**YOUR ASSIGNMENT**
Please filter the data down to the lines that include the word "canvas" and copy them.

[EXTRACTED RECORDS Boundary: Start]

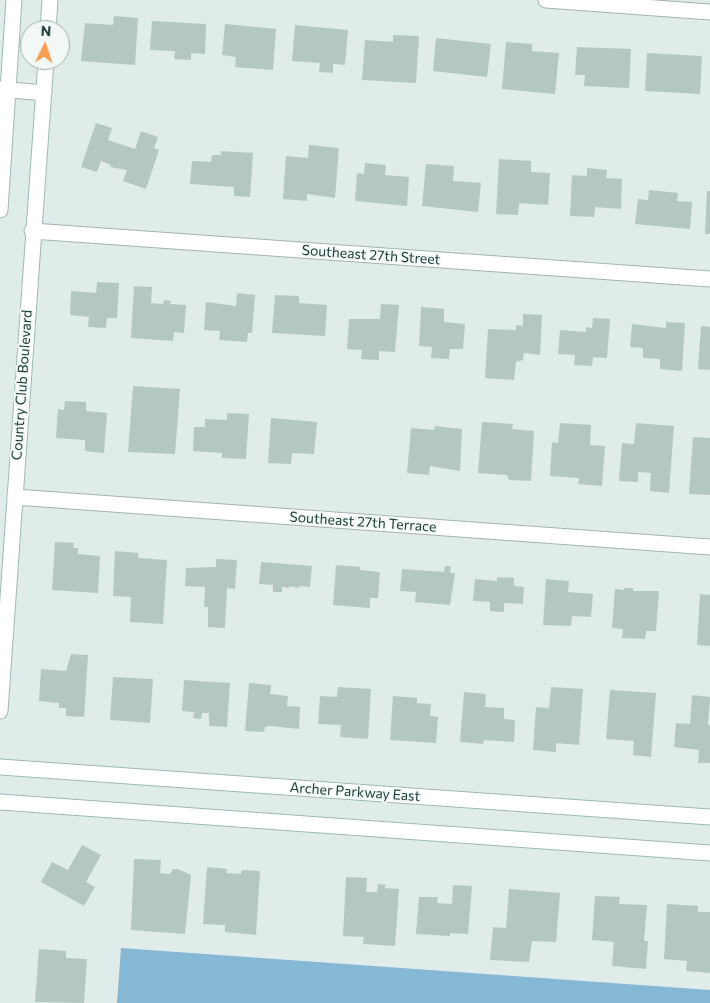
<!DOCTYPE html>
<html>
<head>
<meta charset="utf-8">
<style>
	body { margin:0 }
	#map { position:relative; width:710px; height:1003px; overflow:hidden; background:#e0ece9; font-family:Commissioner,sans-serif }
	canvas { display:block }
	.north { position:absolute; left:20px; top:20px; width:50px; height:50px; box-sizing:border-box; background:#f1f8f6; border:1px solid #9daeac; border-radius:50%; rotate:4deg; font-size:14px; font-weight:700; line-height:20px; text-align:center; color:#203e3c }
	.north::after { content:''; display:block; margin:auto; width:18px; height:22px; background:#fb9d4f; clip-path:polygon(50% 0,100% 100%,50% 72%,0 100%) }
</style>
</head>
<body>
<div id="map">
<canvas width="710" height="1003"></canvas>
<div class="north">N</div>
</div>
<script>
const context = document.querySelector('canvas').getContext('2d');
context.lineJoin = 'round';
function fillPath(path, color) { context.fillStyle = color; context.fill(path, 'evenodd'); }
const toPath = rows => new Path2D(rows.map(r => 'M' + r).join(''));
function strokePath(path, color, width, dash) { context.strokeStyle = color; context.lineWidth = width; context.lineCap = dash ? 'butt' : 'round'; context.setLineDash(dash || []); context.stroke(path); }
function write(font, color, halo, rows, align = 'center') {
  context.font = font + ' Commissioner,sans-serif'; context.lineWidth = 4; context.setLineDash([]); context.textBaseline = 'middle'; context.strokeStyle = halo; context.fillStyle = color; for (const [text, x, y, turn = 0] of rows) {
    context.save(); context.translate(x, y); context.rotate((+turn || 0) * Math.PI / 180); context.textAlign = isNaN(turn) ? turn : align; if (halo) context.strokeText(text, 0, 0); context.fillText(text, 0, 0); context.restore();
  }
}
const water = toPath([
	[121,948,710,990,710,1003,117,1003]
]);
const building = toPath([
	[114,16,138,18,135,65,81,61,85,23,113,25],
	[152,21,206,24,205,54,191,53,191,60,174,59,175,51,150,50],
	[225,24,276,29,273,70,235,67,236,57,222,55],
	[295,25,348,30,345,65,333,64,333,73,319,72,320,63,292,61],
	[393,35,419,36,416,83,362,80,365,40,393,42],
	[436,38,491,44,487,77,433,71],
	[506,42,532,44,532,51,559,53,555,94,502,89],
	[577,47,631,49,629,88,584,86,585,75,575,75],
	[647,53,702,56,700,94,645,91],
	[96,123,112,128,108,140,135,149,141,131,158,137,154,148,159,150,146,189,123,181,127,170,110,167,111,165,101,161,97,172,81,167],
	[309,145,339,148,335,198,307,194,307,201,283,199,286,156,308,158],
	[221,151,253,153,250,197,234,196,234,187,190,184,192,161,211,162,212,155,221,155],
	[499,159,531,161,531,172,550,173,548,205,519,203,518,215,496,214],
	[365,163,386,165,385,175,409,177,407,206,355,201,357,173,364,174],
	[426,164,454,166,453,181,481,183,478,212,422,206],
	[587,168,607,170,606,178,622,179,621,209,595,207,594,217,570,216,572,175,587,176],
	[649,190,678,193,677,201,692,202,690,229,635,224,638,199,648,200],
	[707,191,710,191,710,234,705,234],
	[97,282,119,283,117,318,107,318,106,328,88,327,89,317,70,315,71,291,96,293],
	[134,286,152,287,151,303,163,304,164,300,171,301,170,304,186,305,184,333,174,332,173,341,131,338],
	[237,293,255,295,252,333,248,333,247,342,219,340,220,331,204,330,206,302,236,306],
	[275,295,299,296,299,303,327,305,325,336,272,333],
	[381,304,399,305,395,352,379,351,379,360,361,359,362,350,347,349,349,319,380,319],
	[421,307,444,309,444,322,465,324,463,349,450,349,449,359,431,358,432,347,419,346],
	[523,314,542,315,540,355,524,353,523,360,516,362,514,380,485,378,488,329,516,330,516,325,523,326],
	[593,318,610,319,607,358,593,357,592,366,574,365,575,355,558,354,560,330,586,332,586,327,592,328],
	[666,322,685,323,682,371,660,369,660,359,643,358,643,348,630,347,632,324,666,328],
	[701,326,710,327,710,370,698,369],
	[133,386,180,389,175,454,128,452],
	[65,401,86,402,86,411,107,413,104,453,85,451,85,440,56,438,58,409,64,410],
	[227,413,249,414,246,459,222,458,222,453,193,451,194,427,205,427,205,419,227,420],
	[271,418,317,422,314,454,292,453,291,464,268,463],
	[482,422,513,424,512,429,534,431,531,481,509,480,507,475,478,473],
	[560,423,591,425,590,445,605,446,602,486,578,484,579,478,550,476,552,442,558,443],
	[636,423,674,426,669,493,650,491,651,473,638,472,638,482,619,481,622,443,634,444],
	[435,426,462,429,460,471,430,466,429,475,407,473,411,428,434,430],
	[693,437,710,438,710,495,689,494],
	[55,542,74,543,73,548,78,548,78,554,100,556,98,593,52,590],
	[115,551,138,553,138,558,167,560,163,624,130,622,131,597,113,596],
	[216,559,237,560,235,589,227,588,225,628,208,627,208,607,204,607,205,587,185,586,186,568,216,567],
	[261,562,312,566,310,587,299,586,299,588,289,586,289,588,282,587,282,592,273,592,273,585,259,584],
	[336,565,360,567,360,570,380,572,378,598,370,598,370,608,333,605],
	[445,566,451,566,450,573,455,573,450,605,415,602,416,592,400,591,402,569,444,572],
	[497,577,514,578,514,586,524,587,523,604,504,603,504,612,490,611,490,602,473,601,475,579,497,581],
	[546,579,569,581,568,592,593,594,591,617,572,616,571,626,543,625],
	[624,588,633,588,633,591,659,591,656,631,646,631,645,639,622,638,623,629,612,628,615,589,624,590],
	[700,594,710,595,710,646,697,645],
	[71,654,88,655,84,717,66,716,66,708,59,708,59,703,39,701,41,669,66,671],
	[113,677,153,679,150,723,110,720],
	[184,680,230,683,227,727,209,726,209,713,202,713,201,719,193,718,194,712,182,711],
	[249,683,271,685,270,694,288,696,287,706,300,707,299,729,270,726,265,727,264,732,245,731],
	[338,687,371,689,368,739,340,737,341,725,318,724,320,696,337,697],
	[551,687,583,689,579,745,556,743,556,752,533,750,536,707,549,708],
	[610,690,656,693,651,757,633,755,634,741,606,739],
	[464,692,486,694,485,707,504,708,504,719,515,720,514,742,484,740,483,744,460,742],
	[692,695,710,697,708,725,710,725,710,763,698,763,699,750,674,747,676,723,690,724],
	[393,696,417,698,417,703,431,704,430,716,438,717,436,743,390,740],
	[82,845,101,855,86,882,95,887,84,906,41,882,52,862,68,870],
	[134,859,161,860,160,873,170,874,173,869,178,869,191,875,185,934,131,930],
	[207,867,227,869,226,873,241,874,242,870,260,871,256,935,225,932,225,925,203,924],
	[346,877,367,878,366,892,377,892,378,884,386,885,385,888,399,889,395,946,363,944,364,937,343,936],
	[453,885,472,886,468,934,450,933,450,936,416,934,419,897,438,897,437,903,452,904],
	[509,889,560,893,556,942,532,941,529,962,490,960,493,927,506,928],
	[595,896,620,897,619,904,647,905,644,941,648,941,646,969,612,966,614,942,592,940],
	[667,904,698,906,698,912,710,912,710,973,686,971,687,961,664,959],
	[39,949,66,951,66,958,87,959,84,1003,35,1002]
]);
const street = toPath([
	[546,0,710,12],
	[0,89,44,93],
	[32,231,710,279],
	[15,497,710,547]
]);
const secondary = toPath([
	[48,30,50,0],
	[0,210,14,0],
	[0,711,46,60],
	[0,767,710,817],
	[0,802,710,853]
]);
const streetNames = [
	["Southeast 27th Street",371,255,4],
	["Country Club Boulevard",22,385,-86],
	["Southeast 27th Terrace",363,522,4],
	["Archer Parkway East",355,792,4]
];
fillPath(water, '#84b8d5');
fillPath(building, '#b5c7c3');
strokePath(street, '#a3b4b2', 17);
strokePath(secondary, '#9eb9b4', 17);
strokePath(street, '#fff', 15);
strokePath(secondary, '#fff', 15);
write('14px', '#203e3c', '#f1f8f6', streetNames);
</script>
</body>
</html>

[EXTRACTED RECORDS Boundary: End]

**RESPONSE TO THIS EXERCISE**
	canvas { display:block }
<canvas width="710" height="1003"></canvas>
const context = document.querySelector('canvas').getContext('2d');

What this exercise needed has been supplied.